Just four months ago Artur "Acer | Nerchio" Bloch was a European Zerg with potential, but who had yet to make a deep run in a big tournament, and was followed by a swirl of accusations regarding his online play.  With the HomeStory Cup V title and a runnerup finish at IEM VII Cologne added to his resume Nerchio has staked his claim to being one of Europe's elite players.

In this interview Nerchio discusses the impact his schooling has on his practice schedule, the turnaround in his matchup with Protoss in general and  MC specifically, as well as the run which took him all the way to second place at IEM VII Cologne.


Your studies interfered with you being able to compete in offline events back in 2011.  What is your school status now?  Does school work get in the way of SC2 for you?

I am still studying at university and I will be attending the second year.  Right now I have a three months holiday which is going to finish in one month, so we can say I played full-time for a little while.  I don't plan on leaving my studies to go fully pro, because I don't think it would benefit me too much and it could even hurt me more than it would help because I like to have something else in my life that I can concentrate on.

I don't have a set plan but I'd like to work in e-sports if it's possible, if not then I will just use the money I've won in tournaments to improve my skills in computer related topics, so I can earn money that way.  School doesn't get in the way of StarCraft2 too much because I still spend as much time on StarCraft2 as I want to and I wouldn't play more even if I quit university.

Looking back at your first few offline events you either won the tournament (Battle of Berlin) or were knocked out by the eventual champion (IEM VI Cologne, SEC 2011 and HSC IV).  How would you assess your level in that period from around August 2011 to March 2012?  Is to the bracket draw the reason you weren't able to put up results like you have since?

So to start off, I think I am a pretty stable player and I usually do quite well at almost all tournaments, opposite to what some people say.  I don't really have any problems playing at LAN tournaments, but in the past my matchups weren't really balanced.  I had very good ZvZ and quite good ZvT but pretty bad ZvP, which made me lose in a few tournaments.  I also didn't play enough against Koreans at that point and I was caught off-guard a few times.  Right now I've fixed my ZvP and had the opportunity to play more against Koreans, so they are not as scary for me as they were before.

To win tournaments, you also need some luck in dodging the players you don't really want to face, and I can tell you that almost every player in StarCraft2 has somebody that he doesn't like to play against.

Prior to HomeStory Cup V there was a lot of discussion online over whether you were cheating or an online player, since you were doing so well in online competition.  With your run of high LAN placings that seems to have been pushed aside but what was your reaction to those kinds of comments?  Since there are still some European players who perform very well online but haven't been to many LANs or placed highly at them what would you say to the community about drawing conclusions about players like these?
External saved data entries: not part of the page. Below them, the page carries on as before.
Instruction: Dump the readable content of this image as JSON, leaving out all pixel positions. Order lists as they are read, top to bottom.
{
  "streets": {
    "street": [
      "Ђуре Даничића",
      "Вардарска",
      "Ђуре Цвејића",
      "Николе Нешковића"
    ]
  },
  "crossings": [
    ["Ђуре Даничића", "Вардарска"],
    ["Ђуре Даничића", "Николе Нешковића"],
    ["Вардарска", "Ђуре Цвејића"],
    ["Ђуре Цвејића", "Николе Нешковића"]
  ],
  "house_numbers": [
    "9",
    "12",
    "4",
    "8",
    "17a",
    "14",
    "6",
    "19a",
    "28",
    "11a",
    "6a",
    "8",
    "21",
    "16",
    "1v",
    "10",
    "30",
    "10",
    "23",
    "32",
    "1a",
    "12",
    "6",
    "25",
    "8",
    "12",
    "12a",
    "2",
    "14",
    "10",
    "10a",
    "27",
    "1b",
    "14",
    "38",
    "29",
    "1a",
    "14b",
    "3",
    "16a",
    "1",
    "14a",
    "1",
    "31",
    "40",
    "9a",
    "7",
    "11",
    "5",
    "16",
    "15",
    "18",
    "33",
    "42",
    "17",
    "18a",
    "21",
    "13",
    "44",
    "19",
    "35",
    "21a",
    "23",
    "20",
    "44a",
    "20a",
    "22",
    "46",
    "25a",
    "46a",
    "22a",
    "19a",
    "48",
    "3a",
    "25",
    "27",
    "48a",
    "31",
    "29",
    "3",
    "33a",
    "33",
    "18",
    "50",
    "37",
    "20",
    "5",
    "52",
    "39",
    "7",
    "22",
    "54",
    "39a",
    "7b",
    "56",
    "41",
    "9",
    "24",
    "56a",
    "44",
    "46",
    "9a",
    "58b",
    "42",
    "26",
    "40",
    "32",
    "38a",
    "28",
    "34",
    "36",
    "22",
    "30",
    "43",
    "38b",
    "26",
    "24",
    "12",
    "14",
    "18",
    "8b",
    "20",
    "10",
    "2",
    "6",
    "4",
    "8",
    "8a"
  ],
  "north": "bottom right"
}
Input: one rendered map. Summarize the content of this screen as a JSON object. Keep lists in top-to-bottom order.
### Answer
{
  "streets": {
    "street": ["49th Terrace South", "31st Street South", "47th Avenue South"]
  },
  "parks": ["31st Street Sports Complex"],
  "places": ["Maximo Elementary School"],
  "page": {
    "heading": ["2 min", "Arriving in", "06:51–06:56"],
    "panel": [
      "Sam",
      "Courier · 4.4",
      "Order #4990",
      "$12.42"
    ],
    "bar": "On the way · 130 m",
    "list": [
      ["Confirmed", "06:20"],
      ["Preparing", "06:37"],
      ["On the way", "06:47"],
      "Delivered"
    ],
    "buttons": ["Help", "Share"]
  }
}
As I said, I did pretty decently at LAN events, but people didn't really notice it because I was always out after the group stage or in the early stages of the brackets, usually against Koreans that then went on to win the tournament.  I only care about real criticism, not hate that comes from nowhere, so I always listen to people that have things to say that could help me, and at the same time I have fun reading hundreds of comments that I am cheating or anything like that.

I don't know why but people in StarCraft2 community jump to conclusions too quickly, and if there's topic on TeamLiquid that actually doesn't make sense it can still hurt the player a lot.  People should understand that some people might not be interested in going to LANs and just enjoy playing comfortably from home in online tournaments.  I did it for a long time and it felt good, but I also like lans, some people might not and that's not really a problem for me.  There is no reason to destroy somebody's career just because he did well in much lower stake online tournaments compared to offline.


The first two times you faced MC he beat you 3:0 and 2:0, but since then you've scored 3:1 and 3:0 victories over him.  Why the drastic turnaround in results when matched up against him?

I think MC is not in as good shape as he was before, but I also do better the more I play against somebody.  The first Bo5, where I lost 0:3, I got completely demolished by MC.  The next match was much closer and even though it was 2:0 for MC, it looked much better than before.  I learn from my mistakes and can use my opponent's playstyle to my advantage, but of course it's not possible when I meet somebody for the first time.  Also, I fixed my ZvP since the first time we met, so I guess that might have helped as well.

Do you consider yourself the favourite to win the next match you two play?  Do you think you have a psychological advantage against him right now?

I don't believe in psychological advantages too much actually, or at least it doesn't happen to me and even if I lose a lot against a certain opponent it won't affect me in the next match.  It's hard to say how my next match against MC will  go, but I think it will never be as one-sided as it was for him in our very first meeting.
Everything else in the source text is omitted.